/*

Usage: sent_weight discrim text

Computes average weight/sentence.

-----------------------------------------
first inputfile (weights):

EITHER series discrimination values

     represm   0.04465
     walk   0.06890

OR series doscument-word weights

     brad.txt represent 11.000000
     brad.txt every 2.000000
     brad.txt stabilize 1.000000

second inputfile (texts):

    0 (M)([ 0]  [times]sacj 

    1 (M)(F)( )[ 1]  July 1992 

    2 (M)( )(L)[ 0]  8 10 1992 70 

    3 (M)(F)(L)[ 1]  

    4 (T)(F)( )[ 1]  Qualitative Reasoning: An Introduction 

-----------------------------------------

The program will decide from the number of fields in the first line
if the weights-file is a word-weight or a document-word-weight table.
In the second case the name of the text-file should match one of the
document-names.

If lines from the second file start with a number, it is supposed to be
a linenumber. If not, the linenumber counter is increased automatically.
This will fail if lines start for some reason with an integer number 
(which is very rare - I hope)

If words are tagged, they should be tagged in both files and the tag
should be a *prefix*, separated by an underscore.
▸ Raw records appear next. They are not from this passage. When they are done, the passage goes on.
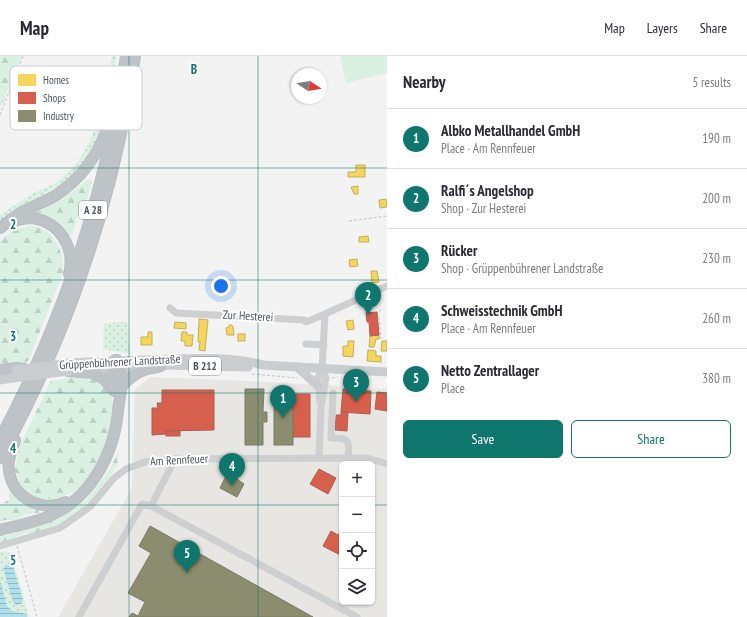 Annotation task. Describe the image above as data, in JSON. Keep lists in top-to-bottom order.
{
  "streets": {
    "highway": ["A 28"],
    "main road": ["Grüppenbührener Landstraße", "B 212"],
    "street": ["Zur Hesterei", "Am Rennfeuer"]
  },
  "legend": ["Homes", "Shops", "Industry"],
  "north": "right",
  "page": {
    "header": "Map",
    "nav": ["Map", "Layers", "Share"],
    "heading": ["Nearby", "5 results"],
    "list": [
      {
        "mark": "1",
        "name": "Albko Metallhandel GmbH",
        "note": "Place · Am Rennfeuer",
        "value": "190 m"
      },
      {
        "mark": "2",
        "name": "Ralfi´s Angelshop",
        "note": "Shop · Zur Hesterei",
        "value": "200 m"
      },
      {
        "mark": "3",
        "name": "Rücker",
        "note": "Shop · Grüppenbührener Landstraße",
        "value": "230 m"
      },
      {
        "mark": "4",
        "name": "Schweisstechnik GmbH",
        "note": "Place · Am Rennfeuer",
        "value": "260 m"
      },
      {
        "mark": "5",
        "name": "Netto Zentrallager",
        "note": "Place",
        "value": "380 m"
      }
    ],
    "pins": [
      "2",
      "3",
      "1",
      "4",
      "5"
    ],
    "buttons": ["Save", "Share"],
    "map_buttons": ["+", "−"]
  },
  "grid": {
    "columns": ["B"],
    "rows": [
      "2",
      "3",
      "4",
      "5"
    ]
  }
} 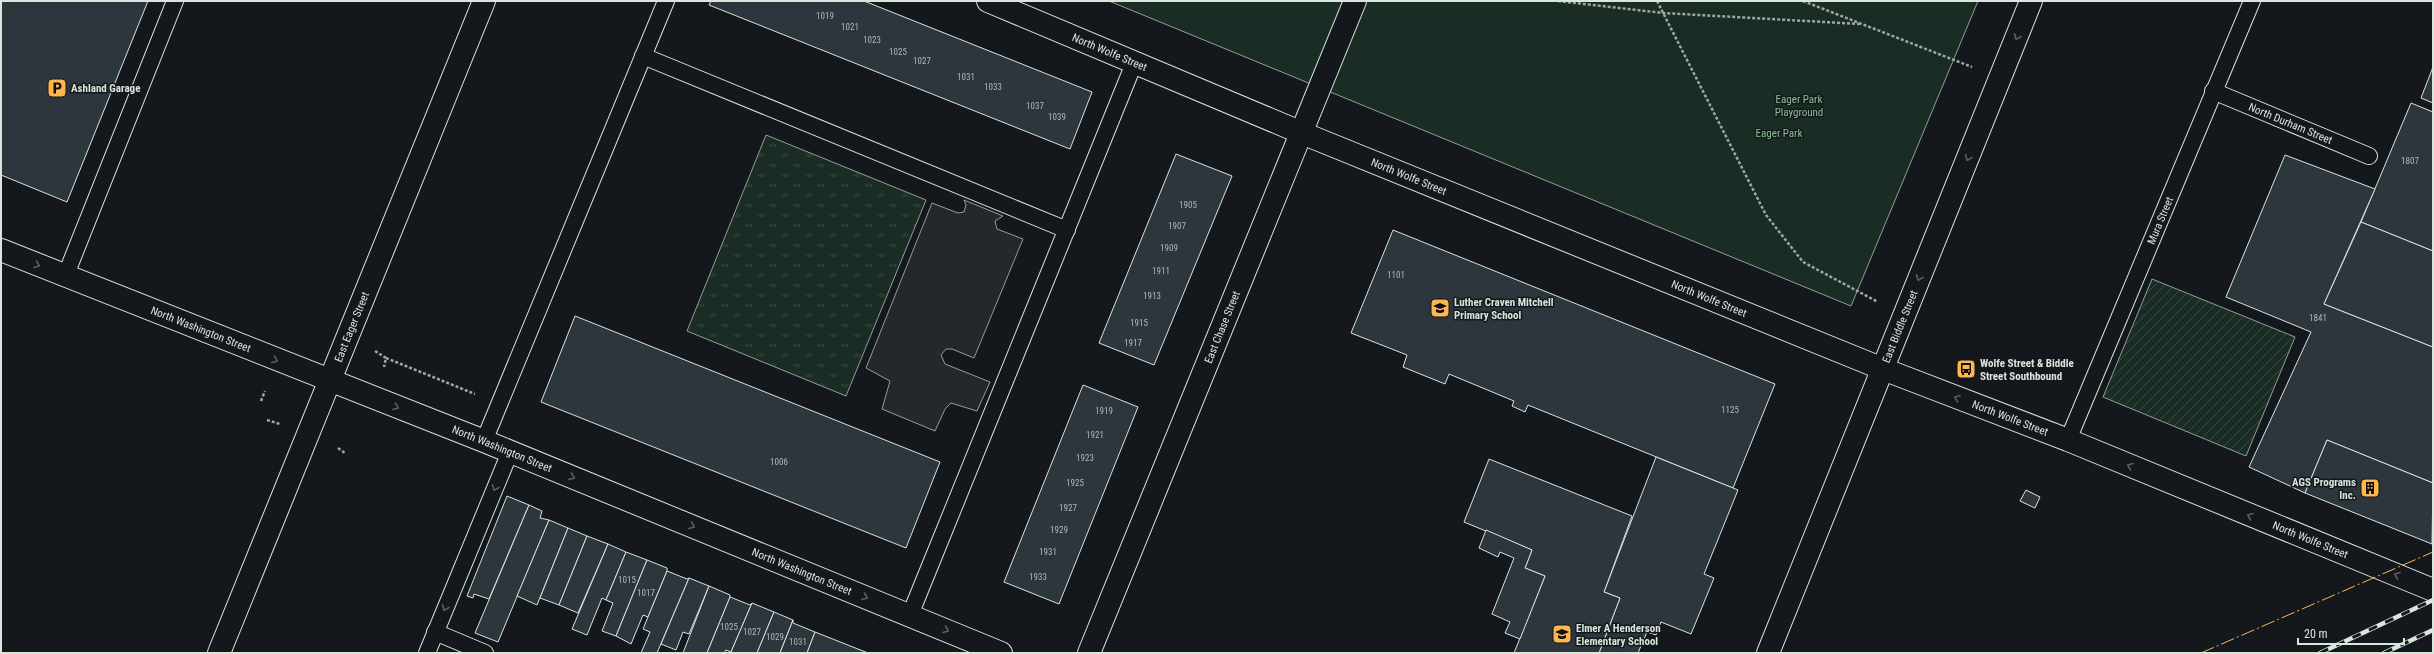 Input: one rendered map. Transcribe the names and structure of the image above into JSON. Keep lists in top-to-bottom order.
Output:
{
  "streets": {
    "main road": [
      "North Wolfe Street",
      "East Eager Street",
      "East Chase Street",
      "East Biddle Street",
      "North Washington Street"
    ],
    "lane": ["North Durham Street", "Mura Street"]
  },
  "crossings": [
    ["North Wolfe Street", "Mura Street"],
    ["North Wolfe Street", "East Chase Street"],
    ["North Wolfe Street", "East Biddle Street"],
    ["North Durham Street", "Mura Street"],
    ["East Eager Street", "North Washington Street"]
  ],
  "one_way": ["North Wolfe Street", "East Biddle Street", "North Washington Street"],
  "parks": ["Eager Park Playground", "Eager Park"],
  "places": {
    "parking": ["Ashland Garage"],
    "school or university": ["Luther Craven Mitchell Primary School", "Elmer A Henderson Elementary School"],
    "bus stop": ["Wolfe Street & Biddle Street Southbound"],
    "building": ["AGS Programs Inc."]
  },
  "house_numbers": [
    "1019",
    "1021",
    "1023",
    "1025",
    "1027",
    "1031",
    "1033",
    "1037",
    "1039",
    "1807",
    "1905",
    "1907",
    "1909",
    "1911",
    "1101",
    "1913",
    "1841",
    "1915",
    "1917",
    "1125",
    "1919",
    "1921",
    "1923",
    "1006",
    "1925",
    "1927",
    "1929",
    "1931",
    "1933",
    "1015",
    "1017",
    "1025",
    "1027",
    "1029",
    "1031"
  ],
  "scale_bar": "20 m"
} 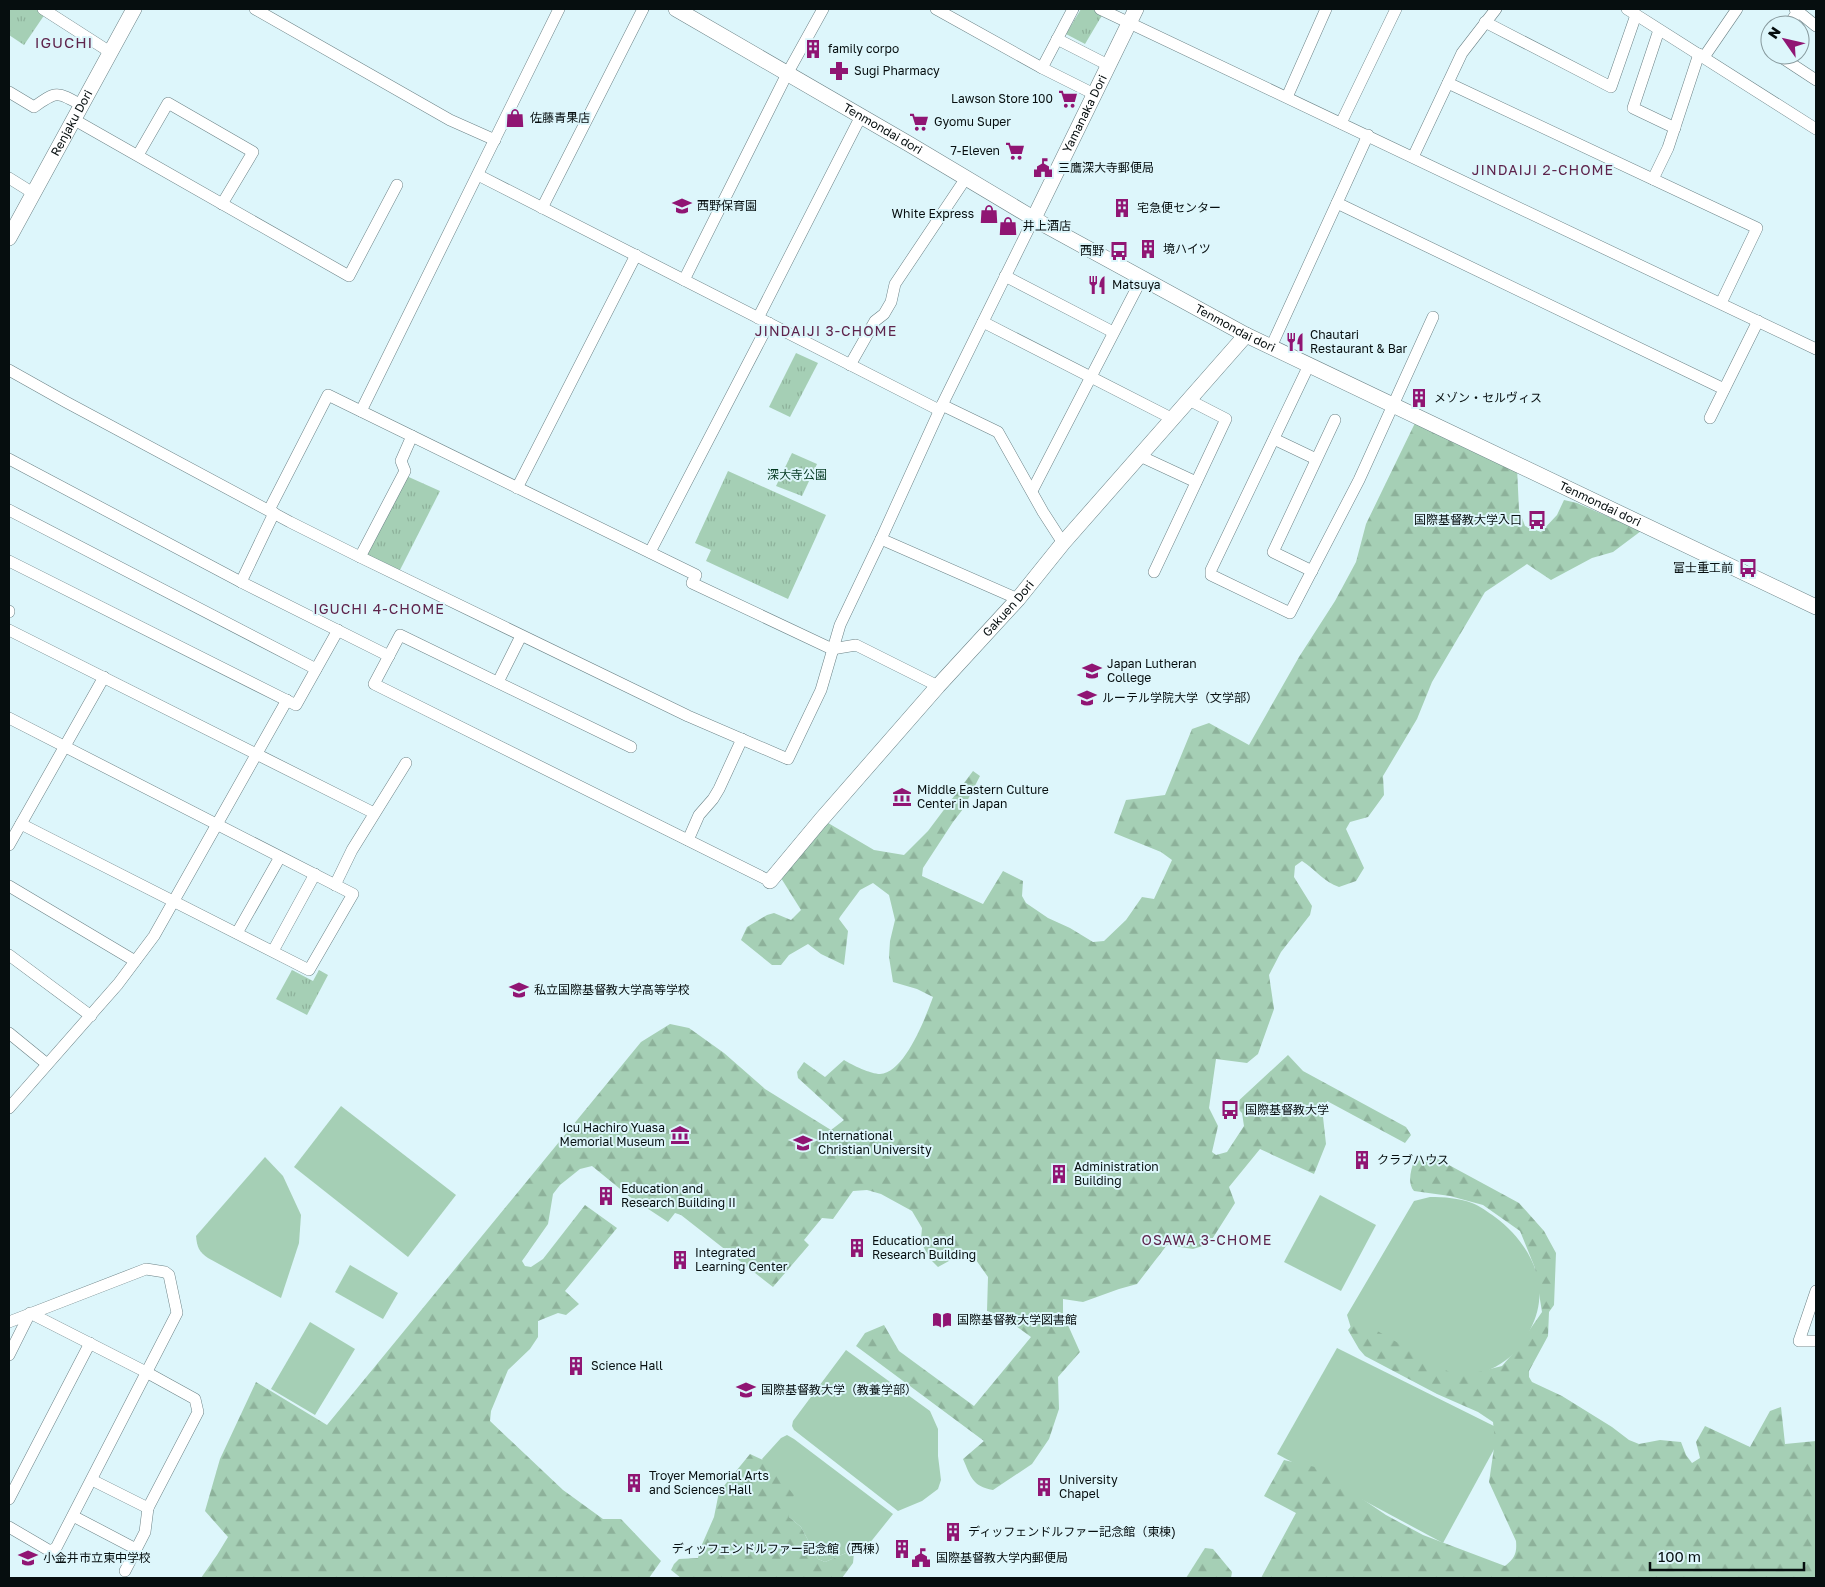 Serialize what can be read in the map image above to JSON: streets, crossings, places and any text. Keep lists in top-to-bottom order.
{
  "streets": {
    "main road": [
      "Yamanaka Dori",
      "Renjaku Dori",
      "Tenmondai dori",
      "Gakuen Dori"
    ]
  },
  "crossings": [
    ["Yamanaka Dori", "Tenmondai dori"],
    ["Tenmondai dori", "Gakuen Dori"]
  ],
  "districts": [
    "IGUCHI",
    "JINDAIJI 2-CHOME",
    "JINDAIJI 3-CHOME",
    "IGUCHI 4-CHOME",
    "OSAWA 3-CHOME"
  ],
  "parks": ["深大寺公園"],
  "places": {
    "building": [
      "family corpo",
      "宅急便センター",
      "境ハイツ",
      "メゾン・セルヴィス",
      "クラブハウス",
      "Administration Building",
      "Education and Research Building II",
      "Education and Research Building",
      "Integrated Learning Center",
      "Science Hall",
      "Troyer Memorial Arts and Sciences Hall",
      "University Chapel",
      "ディッフェンドルファー記念館（東棟)",
      "ディッフェンドルファー記念館（西棟）"
    ],
    "pharmacy": ["Sugi Pharmacy"],
    "supermarket": ["Lawson Store 100", "Gyomu Super", "7-Eleven"],
    "shop": ["佐藤青果店", "White Express", "井上酒店"],
    "public building": ["三鷹深大寺郵便局", "国際基督教大学内郵便局"],
    "school or university": [
      "西野保育園",
      "Japan Lutheran College",
      "ルーテル学院大学（文学部）",
      "私立国際基督教大学高等学校",
      "International Christian University",
      "国際基督教大学（教養学部）",
      "小金井市立東中学校"
    ],
    "bus stop": [
      "西野",
      "国際基督教大学入口",
      "富士重工前",
      "国際基督教大学"
    ],
    "restaurant": ["Matsuya", "Chautari Restaurant & Bar"],
    "museum": ["Middle Eastern Culture Center in Japan", "Icu Hachiro Yuasa Memorial Museum"],
    "library": ["国際基督教大学図書館"]
  },
  "scale_bar": "100 m",
  "north": "top left"
}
If so, they may be
counted separately on v(erb), n(oun) and (ad)j.

The averages can be computed on all tokens in a sentence or only on
tokens with a non-zero weight.

Sentences can be either complete inputlines or a fixed number of tokens.
In the second case non-alphanumeric tokens are suppressed.

Complete inputlines exist of:
possibly a linenumber, some codes ended by a ']' and the sentence.

-w<0,1,2,3,13>
 w0:   The chains can be computed on all tokens in a sentence or only on
   tokens with a non-zero weight in the weights-file. 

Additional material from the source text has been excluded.